The Melbourne-via-Perth duo Sodastream holds a special place in my heart. I was introduced to them by my then flatmate Niall (he also incessantly played Tracy Chapman and Bob Marley to the point of aural cringe, followed quickly by red-mist rage, but that's another story...). The album - 2000's Looks Like A Russian. The combination of Karl Smith's plaintive acoustic guitar and deadpan, oft beauteous lyrics with Pete Cohen's double bass and baritone backing vocals formed a beguiling worldview, one which still sends shivers down my spine. Songs like 'Wedding Day' and 'Done With Everything' still resonate with me over a decade on, and I truly believe that their show at the Troubadour a couple years later (in support of sophomore album The Hill For Company) rivals the Mark Kozelek show there last year (the venue now known as Black Bear Lodge), or even the Magnolia Electric Co show I saw in London in 2009, for reverence and magisterial beauty.

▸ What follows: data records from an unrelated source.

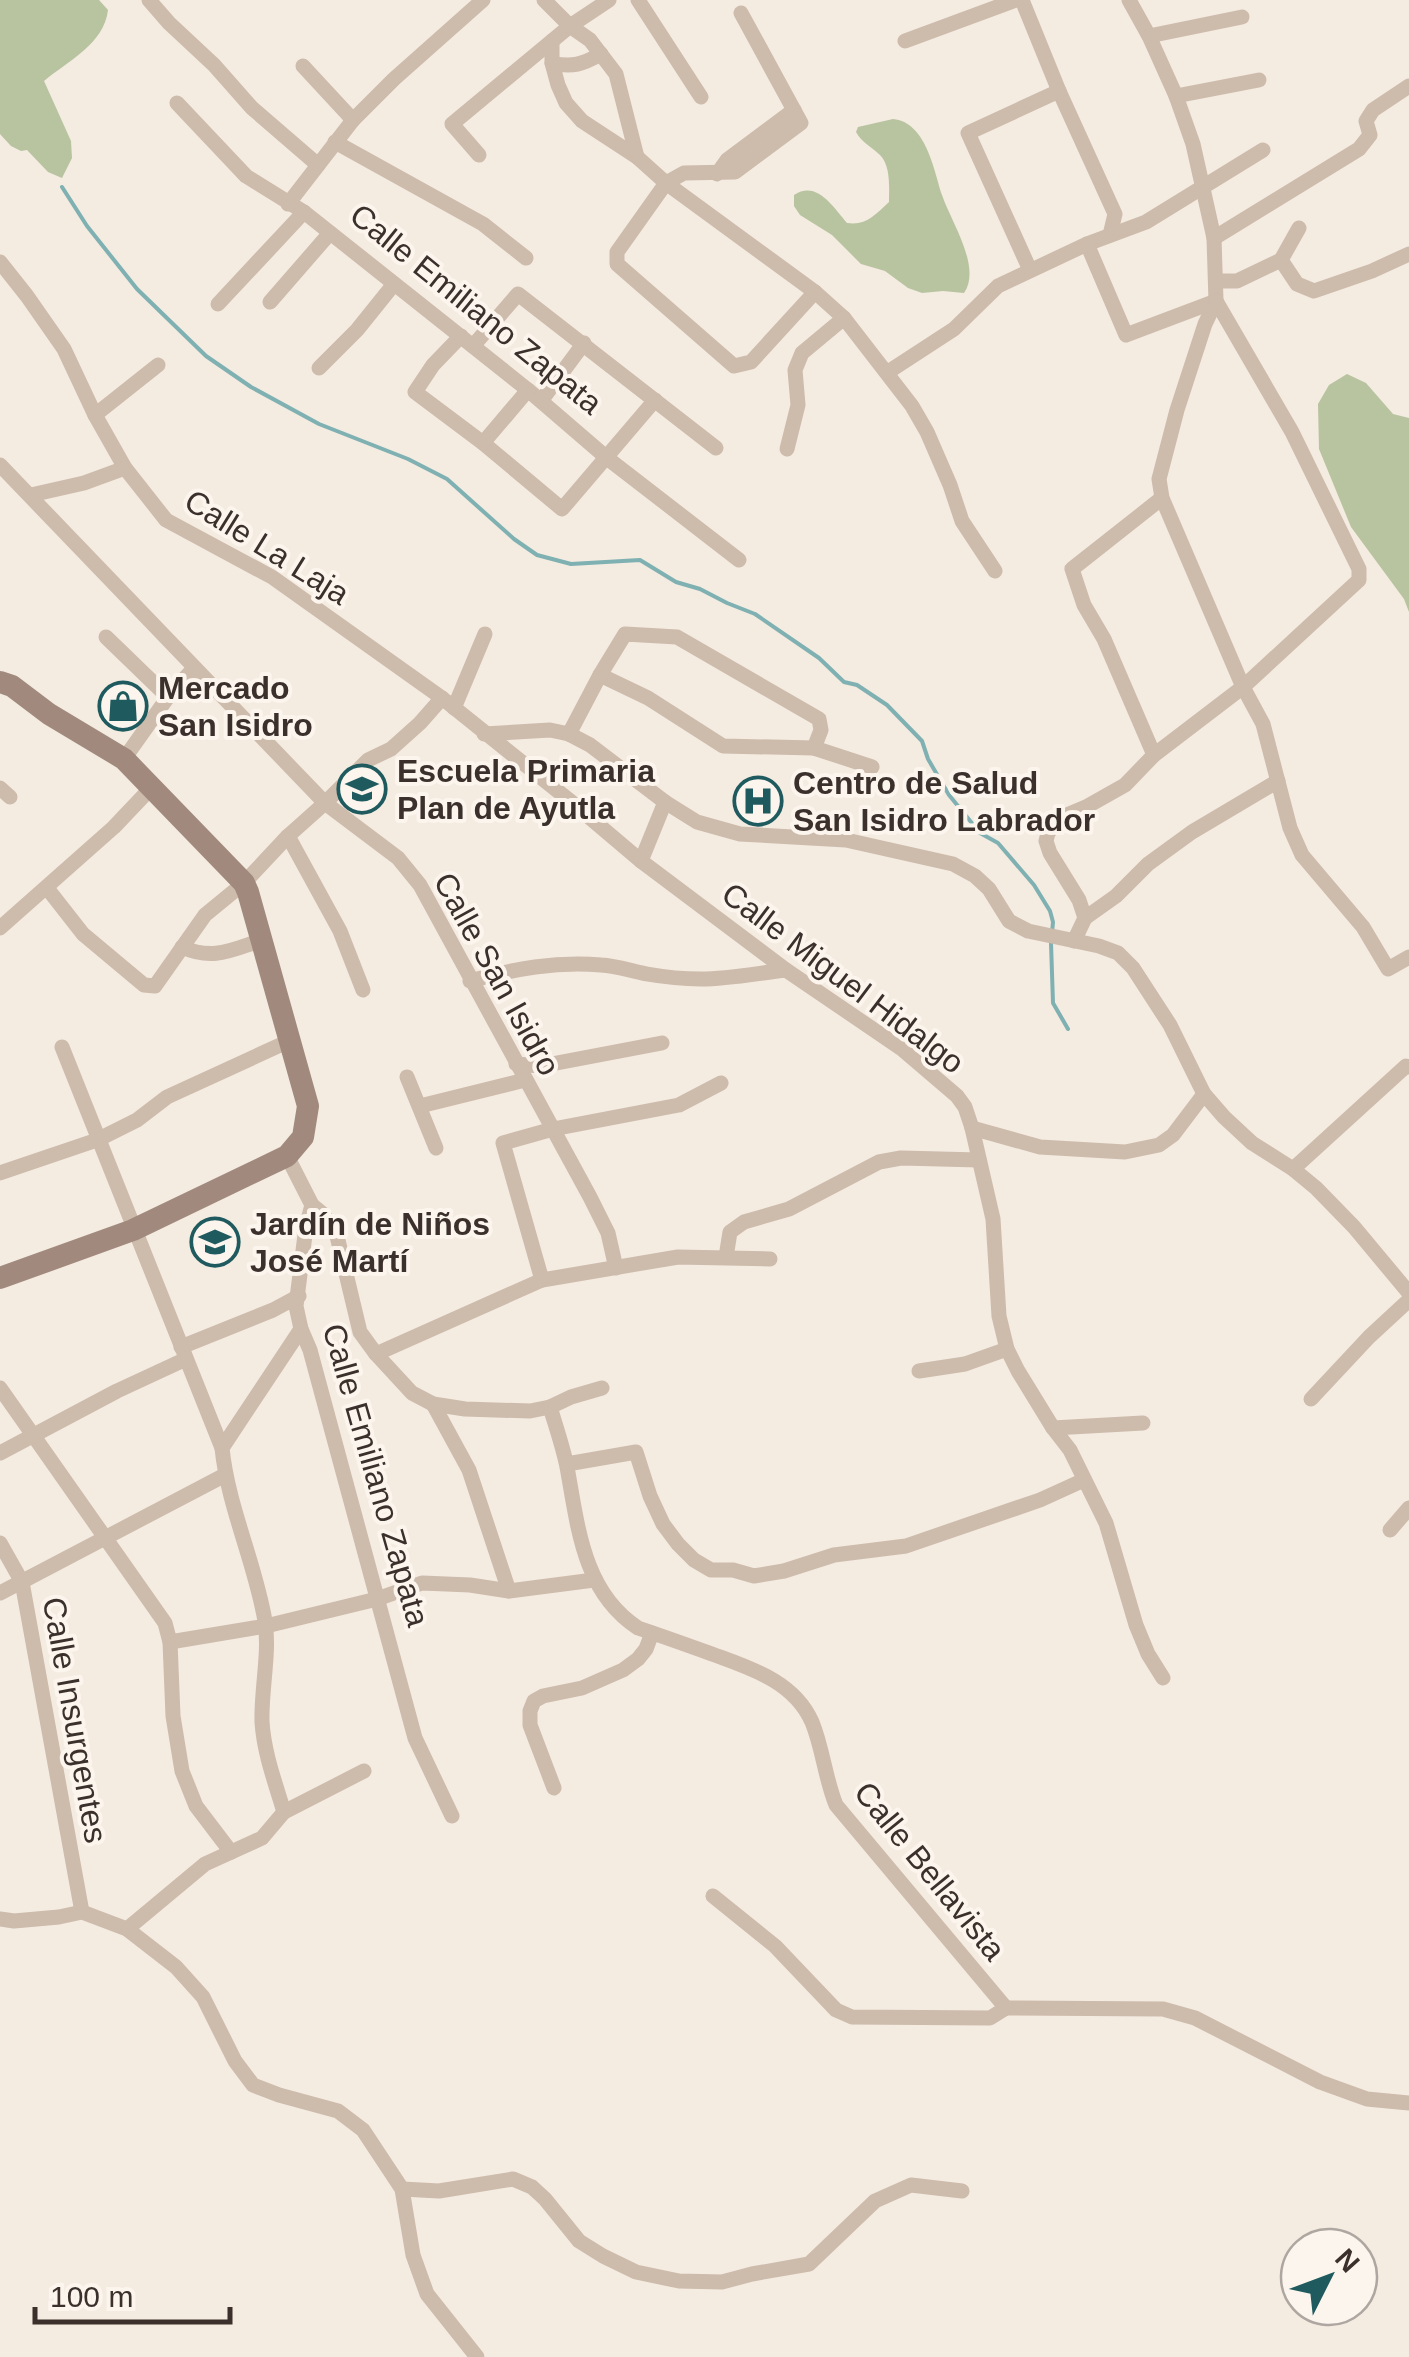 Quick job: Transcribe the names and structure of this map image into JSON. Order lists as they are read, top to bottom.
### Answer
{
  "streets": {
    "street": [
      "Calle Emiliano Zapata",
      "Calle La Laja",
      "Calle San Isidro",
      "Calle Miguel Hidalgo",
      "Calle Insurgentes",
      "Calle Bellavista"
    ]
  },
  "crossings": [
    ["Calle La Laja", "Calle Miguel Hidalgo"]
  ],
  "places": {
    "shop": ["Mercado San Isidro"],
    "school or university": ["Escuela Primaria Plan de Ayutla", "Jardín de Niños José Martí"],
    "hospital": ["Centro de Salud San Isidro Labrador"]
  },
  "scale_bar": "100 m",
  "north": "top right"
} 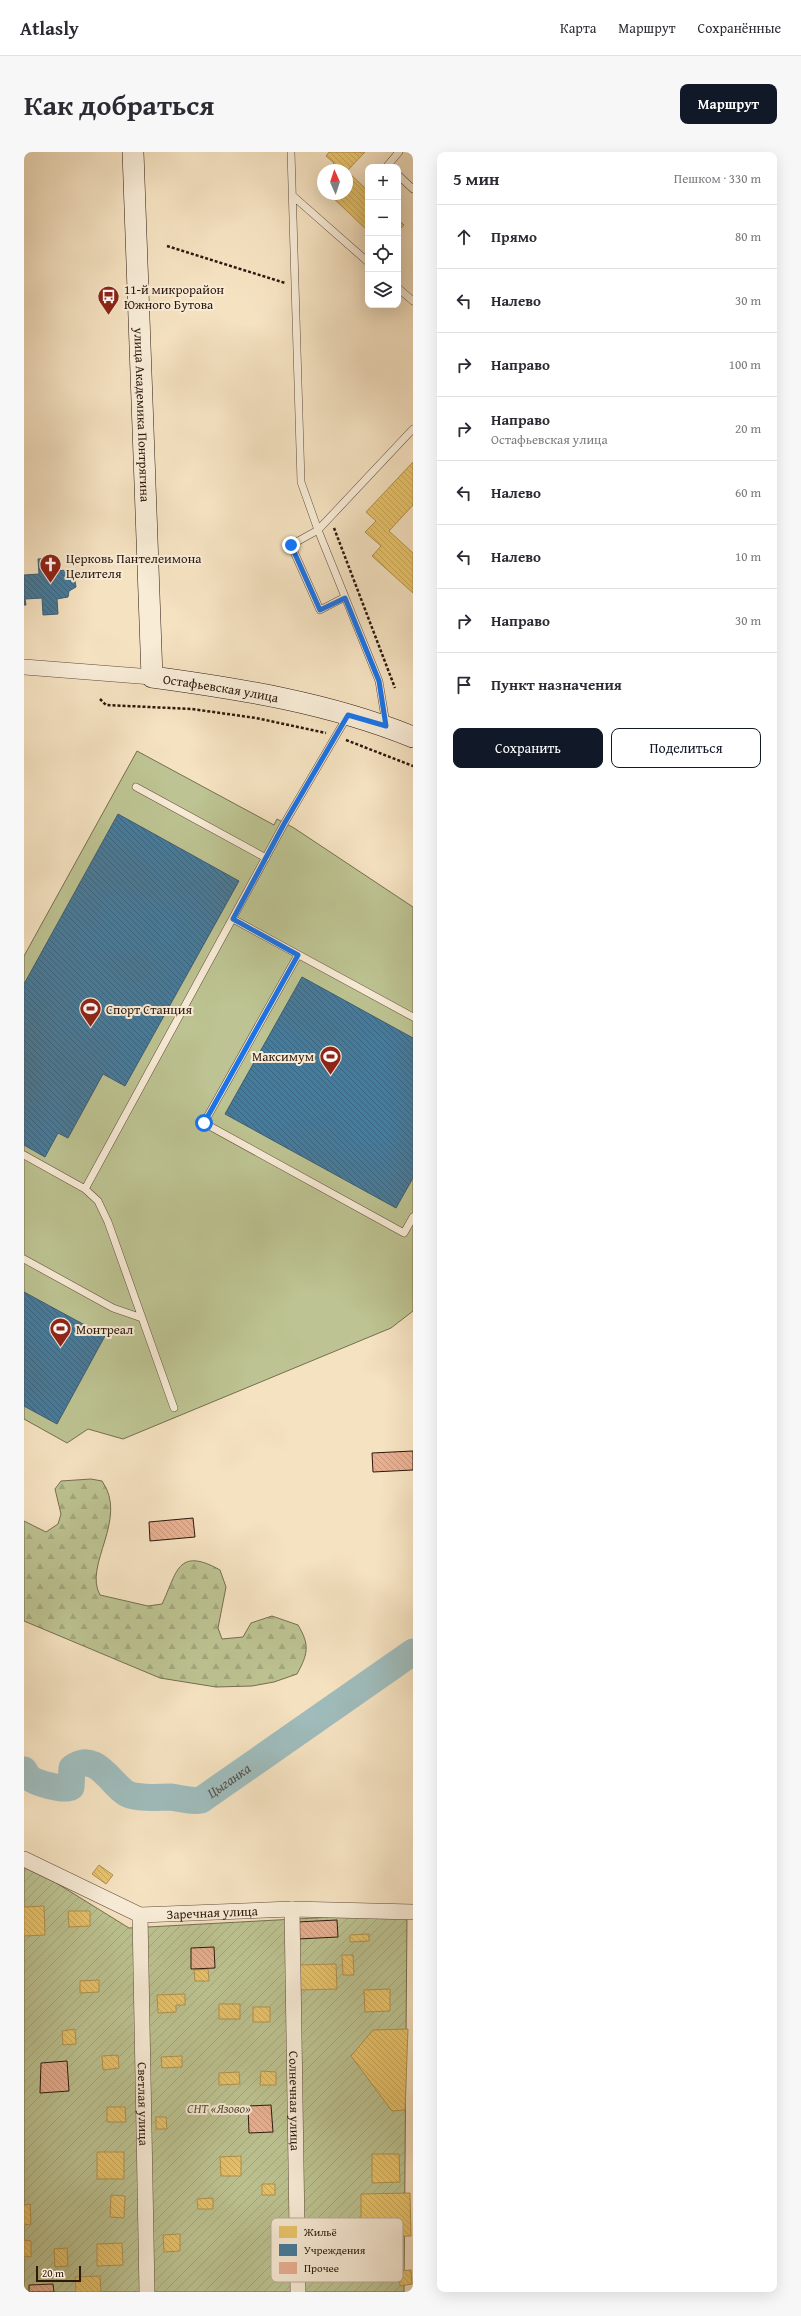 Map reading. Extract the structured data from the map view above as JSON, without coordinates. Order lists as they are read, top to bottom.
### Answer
{
  "streets": {
    "street": [
      "улица Академика Понтрягина",
      "Остафьевская улица",
      "Заречная улица",
      "Солнечная улица",
      "Светлая улица"
    ]
  },
  "crossings": [
    ["улица Академика Понтрягина", "Остафьевская улица"],
    ["Заречная улица", "Солнечная улица"],
    ["Заречная улица", "Светлая улица"]
  ],
  "water": ["Цыганка"],
  "parks": ["СНТ «Язово»"],
  "places": {
    "bus stop": ["11-й микрорайон Южного Бутова"],
    "church": ["Церковь Пантелеимона Целителя"],
    "sports": ["Спорт Станция", "Максимум", "Монтреал"]
  },
  "legend": ["Жильё", "Учреждения", "Прочее"],
  "scale_bar": "20 m",
  "north": "top",
  "page": {
    "header": "Atlasly",
    "nav": ["Карта", "Маршрут", "Сохранённые"],
    "title": "Как добраться",
    "buttons": [
      "Маршрут",
      ["Сохранить", "Поделиться"]
    ],
    "heading": ["5 мин", "Пешком · 330 m"],
    "map_buttons": ["+", "−"],
    "list": [
      ["Прямо", "80 m"],
      ["Налево", "30 m"],
      ["Направо", "100 m"],
      ["Направо", "Остафьевская улица", "20 m"],
      ["Налево", "60 m"],
      ["Налево", "10 m"],
      ["Направо", "30 m"],
      "Пункт назначения"
    ],
    "scale": "20 m"
  }
}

The band split up in 2007, after four great albums, but have since gravitated towards each other - Cohen joined Smith in the band Lee Memorial in 2011, and this year they reformed as Sodastream for some shows. That said, Karl Smith is releasing some material on his own in the form of the album Kites (out now through Fortuna Pop) - and man, the memories came flooding back. Smith's voice was the first hook - that elegant, fragile timbre. Then there are the songs themselves - the gentle, undulating plucking of acoustic strings, the fragile delicate nature of their construction... The songs reverberate with the conflicting emotions Smith was feeling as he prepared for the imminent state of fatherhood, a daunting yet exhilarating process, and songs like the excellent 'Little Lucy' and opener 'After Mr Morrison' perfectly capture such swirling emotions.
For a man who was born in New Zealand, raised in Bangladesh, schooled in India and kickstarted his musical career in earnest in Perth, Smith is not only worldly, but steeped in the intimate knowledge of isolation in its many forms. This echoes through his acute observations, always a pleasure to behold. Welcome back into my life, Mr Smith.